James 5:16 – “Confess your faults one to another, and pray one for another, that ye may be healed. The effectual fervent prayer of a righteous man availeth much.”

This verse has been on my heart and in my mind the last couple of days. 

As with any sermon, there are many lessons that speak different things to different people. And although this specific verse may or may not have been used, God brought it to my mind when I was at church in Sunday. 

We NEED to pray for one another. 

I began studying different portions of my Bible at the beginning of the year. After my Bible study, I began an “On my heart” section of each page. I have found that it keeps growing and growing. As I open my heart to those God lays upon it, my list gets longer and longer. I find myself praying for different people randomly throughout the day. God brings them to my heart and I say a word of prayer for them. 

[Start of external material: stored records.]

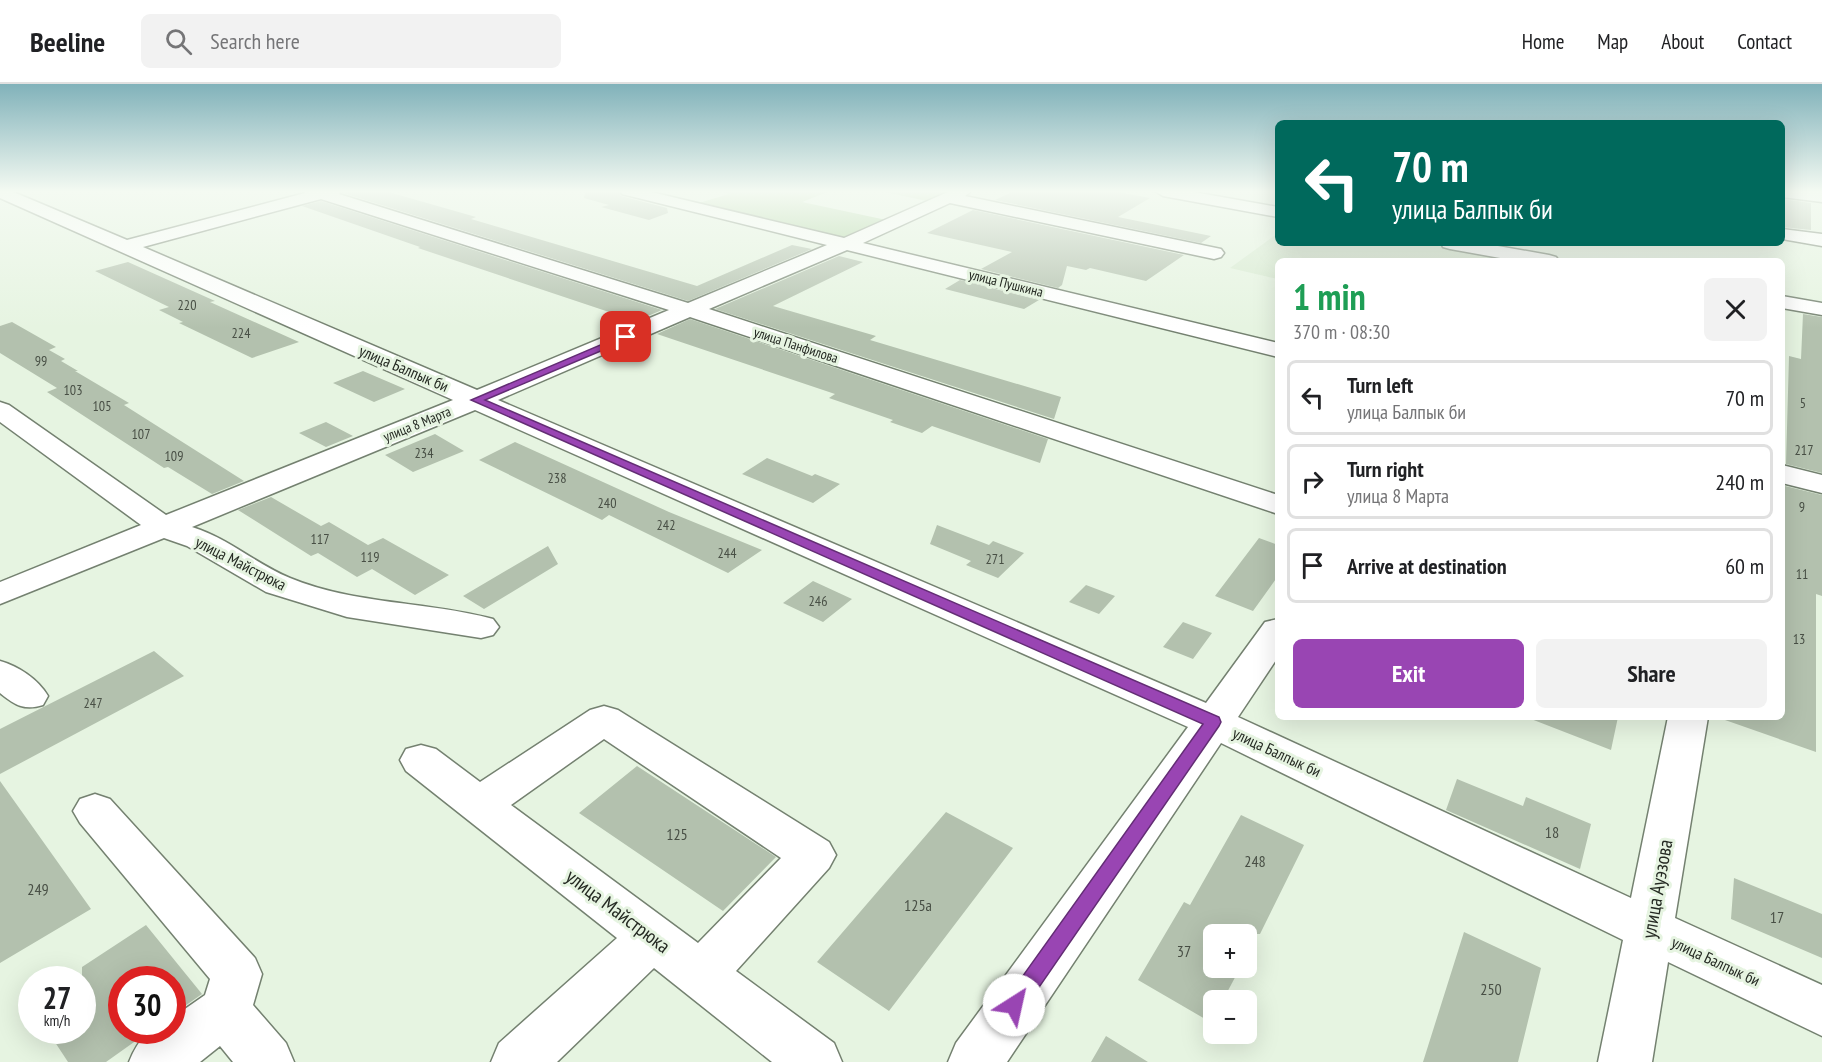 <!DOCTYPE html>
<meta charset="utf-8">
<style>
:root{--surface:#fff;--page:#f2f2f2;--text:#202124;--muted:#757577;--line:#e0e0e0;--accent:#9945b3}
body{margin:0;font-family:"PT Sans Narrow",sans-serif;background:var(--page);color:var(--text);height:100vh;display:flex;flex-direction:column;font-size:22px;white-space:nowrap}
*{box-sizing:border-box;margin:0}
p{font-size:20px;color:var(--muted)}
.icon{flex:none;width:33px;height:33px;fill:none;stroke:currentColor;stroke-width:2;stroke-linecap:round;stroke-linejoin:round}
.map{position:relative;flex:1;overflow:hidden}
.panel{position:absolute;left:1275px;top:174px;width:510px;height:462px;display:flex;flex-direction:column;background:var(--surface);border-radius:9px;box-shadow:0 6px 24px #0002}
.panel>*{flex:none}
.hud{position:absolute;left:1275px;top:36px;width:510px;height:126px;border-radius:9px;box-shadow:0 6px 24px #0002;background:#00695c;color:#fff;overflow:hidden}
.controls{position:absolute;left:1203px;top:840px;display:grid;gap:12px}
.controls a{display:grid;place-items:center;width:54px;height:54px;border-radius:9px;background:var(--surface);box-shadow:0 6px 24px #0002;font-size:30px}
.speed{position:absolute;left:18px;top:882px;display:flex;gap:12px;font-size:30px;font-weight:700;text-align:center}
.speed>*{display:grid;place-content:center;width:78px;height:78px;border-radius:50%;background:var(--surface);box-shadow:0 6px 24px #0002;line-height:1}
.speed small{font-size:15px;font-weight:400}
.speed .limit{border:9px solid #d22;background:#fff;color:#111}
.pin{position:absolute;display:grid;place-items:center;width:51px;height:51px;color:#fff;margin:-26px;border-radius:12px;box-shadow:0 3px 9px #0006}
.me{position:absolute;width:66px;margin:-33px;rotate:35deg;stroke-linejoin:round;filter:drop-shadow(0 0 4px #0008)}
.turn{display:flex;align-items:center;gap:21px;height:126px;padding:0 18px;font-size:27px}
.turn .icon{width:78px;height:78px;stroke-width:2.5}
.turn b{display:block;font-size:42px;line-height:51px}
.round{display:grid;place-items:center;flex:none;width:63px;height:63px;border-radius:9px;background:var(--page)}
.head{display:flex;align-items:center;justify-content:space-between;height:102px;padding:0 18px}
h1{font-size:36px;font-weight:800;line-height:45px;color:#1e9e55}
.action{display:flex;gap:12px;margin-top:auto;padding:12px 18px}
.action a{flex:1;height:69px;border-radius:9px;background:var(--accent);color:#fff;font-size:24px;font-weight:800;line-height:69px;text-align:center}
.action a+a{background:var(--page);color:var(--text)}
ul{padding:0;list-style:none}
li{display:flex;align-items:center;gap:18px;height:75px;margin:0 12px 9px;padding:0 6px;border:3px solid var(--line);border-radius:9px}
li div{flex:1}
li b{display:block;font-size:22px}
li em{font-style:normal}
header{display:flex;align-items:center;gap:36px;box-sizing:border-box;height:84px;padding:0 30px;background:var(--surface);border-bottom:2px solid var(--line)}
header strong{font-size:28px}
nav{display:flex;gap:33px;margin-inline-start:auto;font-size:21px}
.search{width:420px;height:54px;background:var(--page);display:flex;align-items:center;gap:15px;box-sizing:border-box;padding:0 21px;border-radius:9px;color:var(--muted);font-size:22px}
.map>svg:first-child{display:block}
.built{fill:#d7ead0}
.green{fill:#add29f}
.building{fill:#b3c1ae}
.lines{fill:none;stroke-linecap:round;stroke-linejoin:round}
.minor-casing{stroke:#748170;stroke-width:3}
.minor{fill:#fff;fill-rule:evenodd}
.route{fill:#9945b3;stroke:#632d74;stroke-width:1.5}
.labels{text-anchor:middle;stroke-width:6;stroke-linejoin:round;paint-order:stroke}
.far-street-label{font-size:14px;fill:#242922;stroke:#e6f4e1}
.number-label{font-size:14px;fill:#484f45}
.street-label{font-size:16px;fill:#242922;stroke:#e6f4e1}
.near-number-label{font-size:16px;fill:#484f45}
.near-street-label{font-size:20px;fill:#242922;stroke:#e6f4e1}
</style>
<header>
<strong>Beeline</strong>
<div class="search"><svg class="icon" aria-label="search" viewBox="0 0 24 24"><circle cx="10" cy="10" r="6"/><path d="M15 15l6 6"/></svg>Search here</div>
<nav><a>Home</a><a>Map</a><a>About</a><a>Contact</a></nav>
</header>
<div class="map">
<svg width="1822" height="978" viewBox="0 0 1822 978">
<rect width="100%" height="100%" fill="#e6f4e1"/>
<path class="built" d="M1278,149V159H1421L1518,177H1278V195L1230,184Z"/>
<path class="green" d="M721,107H830L802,118L891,137L845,156L699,119L729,110Z
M880,107H949L927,117Z"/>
<path class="building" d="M353,107H385L476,133L471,135L697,202L792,161L812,165L688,217L343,109Z
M585,107H618L621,112L667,124L668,129L649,136L601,123L609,121L584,114Z
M1014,107H1113L1150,114L1118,133L1211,152L1201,159L995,116Z
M1782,115L1811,119V146L1782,143Z
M321,117L662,226L629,240L610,234L618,231L418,164L420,163L302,122Z
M973,126L1184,171L1146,197L1090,184L1086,186L1067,182L1062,201L1058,204L981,185L1012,168L927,149Z
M839,172L863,178L773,222L876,252L870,256L1061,313L1054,335L715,225Z
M128,178L215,217L210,218L299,258L252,274L179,239L183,238L159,226L169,223L95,187Z
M960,196L1039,216L1024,225L945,205Z
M1803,230L1822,233V389L1786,380L1789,272L1801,275Z
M690,235L1048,355L1040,379L932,342L922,349L890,338L893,336L829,314L835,310L657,250Z
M12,238L56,263L49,266L65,275L61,277L78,287H75L129,319L124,321L244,397L212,410L168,383L164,384L47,308L57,304L0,269V242Z
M363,287L405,305L374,318L333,299Z
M326,338L353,352L326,363L299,349Z
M435,350L464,367L413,388L385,371Z
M515,358L669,428L762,466L728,489L609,431L602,436L479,376Z
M767,374L812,392L815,390L840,400L813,419L742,390Z
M1785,402L1822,411V512L1816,510V668L1725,636L1726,633H1782V409L1785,410Z
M271,413L321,442L329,438L368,461L383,454L449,491L415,511L372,485L357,493L318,469L311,472L238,426Z
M937,441L989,461L993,457L1024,469L998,494L966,481L971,477L930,460Z
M1259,454L1278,461V492L1253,527L1215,512Z
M548,462L558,480L484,525L463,512Z
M813,497L852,515L823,538L783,519Z
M1086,501L1115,512L1099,530L1069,518Z
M1183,538L1212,549L1193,575L1163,563Z
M154,567L184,592L0,690V645Z
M1531,633H1618L1611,666L1531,635Z
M637,682L776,773L723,827L579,729Z
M1457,695L1523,722L1526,713L1591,740L1580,785L1446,726Z
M0,697L91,825L0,879Z
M946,728L1013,764L889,927L817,878Z
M1241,731L1304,761L1260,850H1256L1246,869V850H1214V884H1240L1223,916H1214L1212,939L1138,896L1184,818L1190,821Z
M1734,794L1822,830V874L1731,835Z
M146,841L202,910L172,931V896H122V946H151L106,978H68L47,946H82V883Z
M1464,848L1541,884L1518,978H1423Z
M1106,952L1148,978H1091Z"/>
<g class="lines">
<defs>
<path id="minor" d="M0,107H11L127,156L305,109L304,107H341L339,110L688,219L827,161L622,110L620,107H647L844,154L950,107H971L965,112L1221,165L1224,169L1221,173L1214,175L950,119L863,159L1278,259V273L847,166L709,225L1278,411V430L690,233L498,316L1206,619L1265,538L1278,535V573L1238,633L1631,814L1668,633H1708L1675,834L1822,901V952L1668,878L1652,978H1598L1623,856L1221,659L1007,978H948L956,959L1188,643L475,326L192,443C228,454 256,480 290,494C355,521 427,517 493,535L499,543L493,551L481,554L347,533L266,508L187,462L164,454L0,520V498L141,441L0,338V318L9,321L166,431L453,316L0,114ZM321,115L669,226L477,306L143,163Z
M1155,107H1188L1278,123V133L1163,112Z
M1782,107L1822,108V118L1782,113Z
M1782,145L1822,150V162L1782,155Z
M1441,159H1481L1549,171L1556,173L1559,177H1517L1450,165L1443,163Z
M1782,212L1822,219V231L1782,224Z
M1782,381L1822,391V409L1782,399Z
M0,577C18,582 38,595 48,612L43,621C24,627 15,621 0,609Z
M604,622L618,626L829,758L836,771L829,784L736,887L834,959L842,978H772L654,884L557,978H491L499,959L617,854L406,687L400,676L406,665L421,661L436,665L480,698L590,626ZM604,655L781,774L698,859L511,721Z
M95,710L110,715L255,874L262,890L253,921L286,959L294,978H233L220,962L200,978H129C139,954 146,946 172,946V934L205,911L210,895L80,739L73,727L80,715Z"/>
</defs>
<use href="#minor" class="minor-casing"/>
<use href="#minor" class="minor"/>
</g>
<linearGradient id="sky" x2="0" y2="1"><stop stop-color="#81b2ba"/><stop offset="0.44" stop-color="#f4faf2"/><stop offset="1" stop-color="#f4faf2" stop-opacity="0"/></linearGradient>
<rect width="1822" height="244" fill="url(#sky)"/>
<path class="route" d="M626,250L631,253L629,255L485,316L1219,633L1221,638L1219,642L1022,928L1014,931L1007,928L1004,921L1007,914L1203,640L471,316Z"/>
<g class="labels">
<g class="far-street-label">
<text transform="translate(1006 199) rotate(14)" y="5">улица Пушкина</text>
<text transform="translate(796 261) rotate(18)" y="5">улица Панфилова</text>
<text transform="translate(417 340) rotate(-22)" y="5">улица 8 Марта</text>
</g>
<g class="number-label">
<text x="187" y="226">220</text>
<text x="241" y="254">224</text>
<text x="41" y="282">99</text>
<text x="73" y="311">103</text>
<text x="1803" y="324">5</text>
<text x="102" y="327">105</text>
<text x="141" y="355">107</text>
<text x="1804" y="371">217</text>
<text x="424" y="374">234</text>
<text x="174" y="377">109</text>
<text x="557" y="399">238</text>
<text x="607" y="424">240</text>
<text x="1802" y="428">9</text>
<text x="666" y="446">242</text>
<text x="320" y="460">117</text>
<text x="727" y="474">244</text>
<text x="370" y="478">119</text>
<text x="995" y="480">271</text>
<text x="1802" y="495">11</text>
<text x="818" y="522">246</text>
<text x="1799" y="560">13</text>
<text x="93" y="624">247</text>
</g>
<g class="street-label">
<text transform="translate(404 284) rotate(23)" y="6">улица Балпык би</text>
<text transform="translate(241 479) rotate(27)" y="6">улица Майстрюка</text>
<text transform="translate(1277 668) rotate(25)" y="6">улица Балпык би</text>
<text transform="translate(1716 877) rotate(25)" y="6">улица Балпык би</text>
</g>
<g class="near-number-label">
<text x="1552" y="754">18</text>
<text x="677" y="756">125</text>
<text x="1255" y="783">248</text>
<text x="38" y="811">249</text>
<text x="918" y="827">125а</text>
<text x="1777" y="839">17</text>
<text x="1184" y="873">37</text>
<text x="1491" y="911">250</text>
</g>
<g class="near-street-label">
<text transform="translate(1657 805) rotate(-80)" y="7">улица Ауэзова</text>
<text transform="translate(618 827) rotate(37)" y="7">улица Майстрюка</text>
</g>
</g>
</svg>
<div class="controls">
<a>+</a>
<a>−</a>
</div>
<div class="speed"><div>27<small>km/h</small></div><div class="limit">30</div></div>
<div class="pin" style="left:626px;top:253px;background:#d93025"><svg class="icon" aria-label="arrive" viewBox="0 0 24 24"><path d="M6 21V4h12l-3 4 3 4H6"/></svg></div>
<svg class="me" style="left:1014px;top:921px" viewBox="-20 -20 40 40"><circle r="19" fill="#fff"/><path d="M0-13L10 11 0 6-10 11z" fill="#9945b3"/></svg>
<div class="hud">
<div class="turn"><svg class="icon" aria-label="left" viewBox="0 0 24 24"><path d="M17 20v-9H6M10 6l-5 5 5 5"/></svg><div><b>70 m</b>улица Балпык би</div></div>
</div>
<section class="panel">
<div class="head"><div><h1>1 min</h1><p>370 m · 08:30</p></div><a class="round"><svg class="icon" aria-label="close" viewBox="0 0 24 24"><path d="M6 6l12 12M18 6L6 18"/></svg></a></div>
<ul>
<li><svg class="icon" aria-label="left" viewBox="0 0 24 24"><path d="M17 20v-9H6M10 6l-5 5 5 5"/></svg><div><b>Turn left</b><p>улица Балпык би</p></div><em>70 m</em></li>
<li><svg class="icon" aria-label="right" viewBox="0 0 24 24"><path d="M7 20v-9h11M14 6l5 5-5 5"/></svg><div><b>Turn right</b><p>улица 8 Марта</p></div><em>240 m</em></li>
<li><svg class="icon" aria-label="arrive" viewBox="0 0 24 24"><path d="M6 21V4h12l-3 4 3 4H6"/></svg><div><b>Arrive at destination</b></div><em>60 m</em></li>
</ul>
<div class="action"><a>Exit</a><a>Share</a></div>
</section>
</div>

Now, does that make me righteous and holy? Absolutely not. It does show me that I am being available. That’s what God wants. He wants availability and teachability. He wants me to listen closer to Him in all areas of my life – prayer, decisions, actions and words, just to name a few. 

I want to encourage you to start an “On my heart” list. God wants your availability. The best way to get started is by listening. And once you hear, act. That’s part of being available- the willingness to act. Pray for one another. Let’s see what God is going to do today.